CS6456 - HW4
HW4: Kernels Leveraging Machine Learning
Operating systems are complex pieces of software that must correctly manage many resources, while supporting and effectively isolating other processes running on the hardware, and ultimately provide a useful environment for users of the system. With machine learning demonstrating impressive results for difficult pattern-recognition tasks, it is useful to wonder if data-driven ML techniques will be integrated into future operating system kernels. The paper “Learned Operating Systems” overviews several OS functions that might benefit from ML techniques in the future.
In this homework we will look at one particular task a kernel may employ machine learning for: detecting malicious software based on the system calls the software uses. This level of insight, a per-process ordered list of syscalls, is very straightforward for the kernel to obtain since it is involved in every syscall. With the history of system calls, the kernel can then try to classify each process as malicious or benign, and handle it accordingly.
For this homework we will use a labeled dataset containing numerous syscall traces of both benign software and malware. Your job will be to train a classifier with most of the traces from the dataset, and then test that classifier on the remaining data. You should be able to predict if the process that created the trace was malware or not with “better than guessing” accuracy.
The dataset is here: api_calls_2019-11-04.zip.
The description of the dataset from the paper:
We introduced a new public domain dataset of 42,797 malware API call sequences and 1,079 goodware API call sequences each . Our motivation was twofold. On the one hand, we were motivated by the lack of public domain PE dynamic malware analysis dataset for training and evaluating our models. On the other hand, we were motivated by the desire to provide an open dataset that the research community could further utilize and extend. Malware samples were collected from VirusShare , and goodware samples were collected from both portablepps.com  and a 32-bit Windows 7 Ultimate directory. Both online download and local goodware were included to increase the variability of the dataset and decrease its imbalance. In order to gather the API call sequences from each sample, we chose Cuckoo Sandbox, which is a largely used, open-source automated malware analysis system capable of monitoring processes behavior while running in an isolated environment. Once the data was collected, three additional post-processing steps were performed. 1) Similar to , it was considered the first 100 non-consecutive repeated API calls to avoid tracking loops. 2) Since in malware detection tasks, it is prominent to recognize malicious patterns as early as possible, the sequences were extracted from the parent process only. 3) We built the list of unique API calls, considering all the samples, and then converted each API call name into a unique integer identifier equal to the index of the API call name in the list. As a result, 307 distinct API calls were identified. We produced a dataset where the first column contains the MD5 hash of the sample. The next 100 columns contain ordinal categorical values between 0 and 306, representing the API call sequence of the sample. The last column contains the label of the sample, 0 for goodware, and 1 for malware.
You are free to implement a classifier any way you see fit. A reasonable choice would be to load the dataset in to TensorFlow and use TensorFlow’s built-in utilities to train and then execute a model. You do not need to create any new ML techniques (but you can if you want!).

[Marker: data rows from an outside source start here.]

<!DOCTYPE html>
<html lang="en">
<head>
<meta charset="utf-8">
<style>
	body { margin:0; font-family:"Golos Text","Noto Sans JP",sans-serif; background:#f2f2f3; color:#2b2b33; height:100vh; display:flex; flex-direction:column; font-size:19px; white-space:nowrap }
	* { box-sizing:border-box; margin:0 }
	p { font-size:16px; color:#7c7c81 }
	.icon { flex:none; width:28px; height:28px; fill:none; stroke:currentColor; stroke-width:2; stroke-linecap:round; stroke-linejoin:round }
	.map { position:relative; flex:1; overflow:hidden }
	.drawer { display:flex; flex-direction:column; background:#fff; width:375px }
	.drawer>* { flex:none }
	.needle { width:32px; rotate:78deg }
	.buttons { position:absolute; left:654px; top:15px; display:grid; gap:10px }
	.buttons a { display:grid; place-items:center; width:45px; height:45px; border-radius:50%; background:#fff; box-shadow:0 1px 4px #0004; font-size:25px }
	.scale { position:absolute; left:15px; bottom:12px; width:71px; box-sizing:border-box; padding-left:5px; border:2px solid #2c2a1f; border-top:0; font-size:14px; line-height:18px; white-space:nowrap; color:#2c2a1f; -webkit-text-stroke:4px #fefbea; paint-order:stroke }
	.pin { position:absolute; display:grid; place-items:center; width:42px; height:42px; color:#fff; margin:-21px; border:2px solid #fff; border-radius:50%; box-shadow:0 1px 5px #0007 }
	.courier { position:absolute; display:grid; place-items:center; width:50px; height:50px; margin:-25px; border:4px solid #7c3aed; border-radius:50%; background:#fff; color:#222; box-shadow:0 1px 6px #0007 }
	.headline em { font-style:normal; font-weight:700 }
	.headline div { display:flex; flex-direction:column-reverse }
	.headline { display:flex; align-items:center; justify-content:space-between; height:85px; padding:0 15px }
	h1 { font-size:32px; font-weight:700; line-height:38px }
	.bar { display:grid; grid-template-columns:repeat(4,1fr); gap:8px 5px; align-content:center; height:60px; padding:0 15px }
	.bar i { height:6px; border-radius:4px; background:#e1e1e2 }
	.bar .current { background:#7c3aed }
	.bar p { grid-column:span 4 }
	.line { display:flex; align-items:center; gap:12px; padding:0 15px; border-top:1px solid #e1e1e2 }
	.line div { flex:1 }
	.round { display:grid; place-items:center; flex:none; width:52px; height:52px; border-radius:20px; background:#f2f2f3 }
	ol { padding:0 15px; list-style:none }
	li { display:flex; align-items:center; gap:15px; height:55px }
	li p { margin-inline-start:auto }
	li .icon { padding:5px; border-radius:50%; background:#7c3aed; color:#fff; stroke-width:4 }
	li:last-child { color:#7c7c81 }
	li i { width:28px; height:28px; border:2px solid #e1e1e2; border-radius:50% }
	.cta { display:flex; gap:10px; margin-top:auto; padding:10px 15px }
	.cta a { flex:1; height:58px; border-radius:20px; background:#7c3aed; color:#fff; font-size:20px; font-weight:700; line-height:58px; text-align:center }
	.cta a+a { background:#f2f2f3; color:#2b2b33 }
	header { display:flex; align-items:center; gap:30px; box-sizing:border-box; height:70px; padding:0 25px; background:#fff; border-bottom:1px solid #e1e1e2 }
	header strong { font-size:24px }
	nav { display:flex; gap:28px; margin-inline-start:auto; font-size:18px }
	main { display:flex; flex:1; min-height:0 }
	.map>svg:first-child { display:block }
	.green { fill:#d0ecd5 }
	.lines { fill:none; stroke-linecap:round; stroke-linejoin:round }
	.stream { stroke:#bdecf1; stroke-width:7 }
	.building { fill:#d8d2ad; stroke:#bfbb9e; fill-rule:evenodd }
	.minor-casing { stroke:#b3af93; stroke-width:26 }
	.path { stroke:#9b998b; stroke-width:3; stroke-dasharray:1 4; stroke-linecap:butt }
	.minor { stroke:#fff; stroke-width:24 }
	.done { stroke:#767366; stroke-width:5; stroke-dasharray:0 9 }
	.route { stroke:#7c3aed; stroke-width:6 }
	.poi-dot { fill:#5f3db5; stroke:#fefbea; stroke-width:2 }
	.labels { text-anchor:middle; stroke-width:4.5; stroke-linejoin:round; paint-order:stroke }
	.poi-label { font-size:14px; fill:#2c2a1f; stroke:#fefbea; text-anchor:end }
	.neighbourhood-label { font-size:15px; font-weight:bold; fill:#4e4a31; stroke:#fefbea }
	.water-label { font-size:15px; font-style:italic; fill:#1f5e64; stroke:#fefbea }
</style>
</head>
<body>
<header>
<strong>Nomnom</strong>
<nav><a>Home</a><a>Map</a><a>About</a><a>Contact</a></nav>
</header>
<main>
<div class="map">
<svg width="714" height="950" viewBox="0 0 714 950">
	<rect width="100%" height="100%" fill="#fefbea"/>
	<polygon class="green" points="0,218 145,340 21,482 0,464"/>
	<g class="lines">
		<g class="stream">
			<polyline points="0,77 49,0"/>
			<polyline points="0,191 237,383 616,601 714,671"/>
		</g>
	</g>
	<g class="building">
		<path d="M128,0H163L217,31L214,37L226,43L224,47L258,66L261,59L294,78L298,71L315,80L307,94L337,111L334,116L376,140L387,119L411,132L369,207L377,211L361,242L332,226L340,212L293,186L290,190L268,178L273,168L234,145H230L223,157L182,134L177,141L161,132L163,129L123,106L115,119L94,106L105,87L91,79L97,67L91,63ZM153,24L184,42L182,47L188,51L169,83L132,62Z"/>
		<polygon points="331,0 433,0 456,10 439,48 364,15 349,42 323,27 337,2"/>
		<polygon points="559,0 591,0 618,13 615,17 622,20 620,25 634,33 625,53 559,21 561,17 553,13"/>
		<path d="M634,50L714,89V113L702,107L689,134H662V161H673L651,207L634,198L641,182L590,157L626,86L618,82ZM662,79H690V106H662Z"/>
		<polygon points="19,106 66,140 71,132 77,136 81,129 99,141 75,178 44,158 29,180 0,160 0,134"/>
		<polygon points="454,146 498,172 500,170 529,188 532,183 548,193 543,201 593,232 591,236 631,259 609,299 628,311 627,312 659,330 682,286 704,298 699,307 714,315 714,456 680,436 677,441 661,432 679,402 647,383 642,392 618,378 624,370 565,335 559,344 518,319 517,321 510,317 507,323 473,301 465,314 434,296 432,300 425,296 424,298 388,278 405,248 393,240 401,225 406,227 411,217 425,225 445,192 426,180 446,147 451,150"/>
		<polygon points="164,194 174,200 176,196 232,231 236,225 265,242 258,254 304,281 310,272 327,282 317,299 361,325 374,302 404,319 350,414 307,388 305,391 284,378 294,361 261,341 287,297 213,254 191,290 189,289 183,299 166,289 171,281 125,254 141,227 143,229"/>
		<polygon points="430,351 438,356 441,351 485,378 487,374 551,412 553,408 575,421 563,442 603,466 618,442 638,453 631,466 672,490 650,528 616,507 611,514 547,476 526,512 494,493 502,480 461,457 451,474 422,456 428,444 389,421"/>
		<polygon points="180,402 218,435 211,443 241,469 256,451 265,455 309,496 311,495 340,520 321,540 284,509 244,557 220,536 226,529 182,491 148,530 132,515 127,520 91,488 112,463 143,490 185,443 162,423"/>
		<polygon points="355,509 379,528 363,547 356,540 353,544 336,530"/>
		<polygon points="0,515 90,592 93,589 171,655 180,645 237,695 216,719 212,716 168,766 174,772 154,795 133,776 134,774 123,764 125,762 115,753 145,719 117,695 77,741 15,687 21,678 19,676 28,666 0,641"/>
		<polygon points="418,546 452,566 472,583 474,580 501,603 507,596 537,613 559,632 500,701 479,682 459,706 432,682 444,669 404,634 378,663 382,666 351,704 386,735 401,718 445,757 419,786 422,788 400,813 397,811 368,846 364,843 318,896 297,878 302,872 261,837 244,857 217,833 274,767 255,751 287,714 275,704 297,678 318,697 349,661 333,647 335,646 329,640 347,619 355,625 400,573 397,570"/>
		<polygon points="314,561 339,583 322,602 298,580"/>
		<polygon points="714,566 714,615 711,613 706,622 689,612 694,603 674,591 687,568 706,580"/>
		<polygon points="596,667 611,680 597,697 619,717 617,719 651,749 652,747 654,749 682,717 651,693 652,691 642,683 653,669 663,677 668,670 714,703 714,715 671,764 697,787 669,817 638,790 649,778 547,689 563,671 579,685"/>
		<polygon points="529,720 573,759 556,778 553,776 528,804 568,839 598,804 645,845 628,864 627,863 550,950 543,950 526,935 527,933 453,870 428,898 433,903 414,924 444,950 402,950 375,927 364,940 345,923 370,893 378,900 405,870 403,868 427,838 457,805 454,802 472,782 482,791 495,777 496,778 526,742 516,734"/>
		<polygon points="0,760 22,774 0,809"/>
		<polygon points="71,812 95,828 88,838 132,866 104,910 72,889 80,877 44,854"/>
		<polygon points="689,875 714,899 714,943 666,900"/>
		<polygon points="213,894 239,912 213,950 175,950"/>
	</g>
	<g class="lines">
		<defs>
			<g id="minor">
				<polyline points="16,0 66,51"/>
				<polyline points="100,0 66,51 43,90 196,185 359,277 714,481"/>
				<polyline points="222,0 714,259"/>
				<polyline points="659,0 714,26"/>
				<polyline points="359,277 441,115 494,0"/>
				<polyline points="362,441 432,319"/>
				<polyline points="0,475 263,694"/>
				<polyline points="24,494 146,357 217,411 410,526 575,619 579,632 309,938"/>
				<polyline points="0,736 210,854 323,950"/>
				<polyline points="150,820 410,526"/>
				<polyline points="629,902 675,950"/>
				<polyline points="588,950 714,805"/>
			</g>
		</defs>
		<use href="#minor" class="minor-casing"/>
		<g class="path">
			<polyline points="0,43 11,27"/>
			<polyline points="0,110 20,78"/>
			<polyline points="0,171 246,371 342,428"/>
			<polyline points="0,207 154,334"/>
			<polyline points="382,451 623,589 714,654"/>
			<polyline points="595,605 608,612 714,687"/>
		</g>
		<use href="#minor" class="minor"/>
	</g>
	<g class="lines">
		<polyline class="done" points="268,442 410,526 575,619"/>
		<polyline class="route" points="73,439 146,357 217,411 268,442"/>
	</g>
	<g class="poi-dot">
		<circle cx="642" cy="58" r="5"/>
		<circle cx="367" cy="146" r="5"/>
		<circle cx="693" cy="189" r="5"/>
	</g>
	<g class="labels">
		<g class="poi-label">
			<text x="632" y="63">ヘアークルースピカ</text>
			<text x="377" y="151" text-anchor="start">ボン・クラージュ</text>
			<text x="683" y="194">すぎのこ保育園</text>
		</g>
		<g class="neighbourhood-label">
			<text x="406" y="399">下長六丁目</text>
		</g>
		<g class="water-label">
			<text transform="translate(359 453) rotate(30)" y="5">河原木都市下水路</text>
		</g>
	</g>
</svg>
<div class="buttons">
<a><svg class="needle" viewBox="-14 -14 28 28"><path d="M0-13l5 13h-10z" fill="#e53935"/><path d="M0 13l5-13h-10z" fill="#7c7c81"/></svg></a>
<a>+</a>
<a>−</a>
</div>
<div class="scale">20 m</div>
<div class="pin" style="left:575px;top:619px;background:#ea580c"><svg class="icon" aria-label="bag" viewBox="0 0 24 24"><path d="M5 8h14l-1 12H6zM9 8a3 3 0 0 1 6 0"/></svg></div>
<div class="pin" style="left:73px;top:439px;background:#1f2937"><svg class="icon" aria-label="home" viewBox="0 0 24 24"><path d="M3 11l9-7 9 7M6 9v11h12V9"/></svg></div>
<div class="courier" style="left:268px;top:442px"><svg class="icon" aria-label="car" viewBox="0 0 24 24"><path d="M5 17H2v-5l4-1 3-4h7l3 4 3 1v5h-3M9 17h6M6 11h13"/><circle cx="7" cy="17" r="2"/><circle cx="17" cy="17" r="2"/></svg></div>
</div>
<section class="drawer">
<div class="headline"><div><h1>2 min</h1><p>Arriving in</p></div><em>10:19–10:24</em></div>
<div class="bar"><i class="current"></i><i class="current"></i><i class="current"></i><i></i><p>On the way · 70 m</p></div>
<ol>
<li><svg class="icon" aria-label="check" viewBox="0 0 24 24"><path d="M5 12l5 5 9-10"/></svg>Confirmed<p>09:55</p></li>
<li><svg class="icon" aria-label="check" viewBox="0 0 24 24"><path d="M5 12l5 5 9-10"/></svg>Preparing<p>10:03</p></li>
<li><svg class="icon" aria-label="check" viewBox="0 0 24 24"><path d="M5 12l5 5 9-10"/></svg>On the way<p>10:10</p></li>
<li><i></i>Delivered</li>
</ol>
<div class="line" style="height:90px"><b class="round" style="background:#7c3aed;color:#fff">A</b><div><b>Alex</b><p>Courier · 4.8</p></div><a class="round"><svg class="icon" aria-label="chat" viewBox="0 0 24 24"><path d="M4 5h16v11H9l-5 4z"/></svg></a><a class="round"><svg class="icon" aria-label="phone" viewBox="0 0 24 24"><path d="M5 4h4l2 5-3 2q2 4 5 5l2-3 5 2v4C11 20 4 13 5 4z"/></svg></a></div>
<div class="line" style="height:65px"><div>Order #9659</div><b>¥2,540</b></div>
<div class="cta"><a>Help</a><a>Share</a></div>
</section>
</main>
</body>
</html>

When you submit your solution you should specify some way to run your code. An
easy way to do this would be to include a
run.sh bash script that just has a
single command that executes your code.
Your solution should create two text files:
classification.txt: This file should contain one line per test in the testing set. Each line should contain the hash value of the tested executable (from the dataset), then whitespace, then your estimated classification (1 if malware, 0 if benign), then whitespace, then the ground truth classification. For example:
4263f5e24054d855a1ddbc4c466e9389 1 1 db475a7574aafc82fa8ca0bd5574e97d 1 1 d6ce1725dafbed5408b9bcde0bf0bdc6 1 1 342193744dd5786ae3f8e4643b6b70bb 1 1 8f1fb93eaa4fe360a64c3ab7e1d0c06c 0 1
results.txt: This file should contain certain high-level results from your solution, including: F1 score, precision, recall, and accuracy. For example:
F1 score .73 Precision .85 Recall .82 Accuracy .88
This document contains a good overview of the metrics.
You should zip or tar your code and copies of the two output files and then upload it on collab.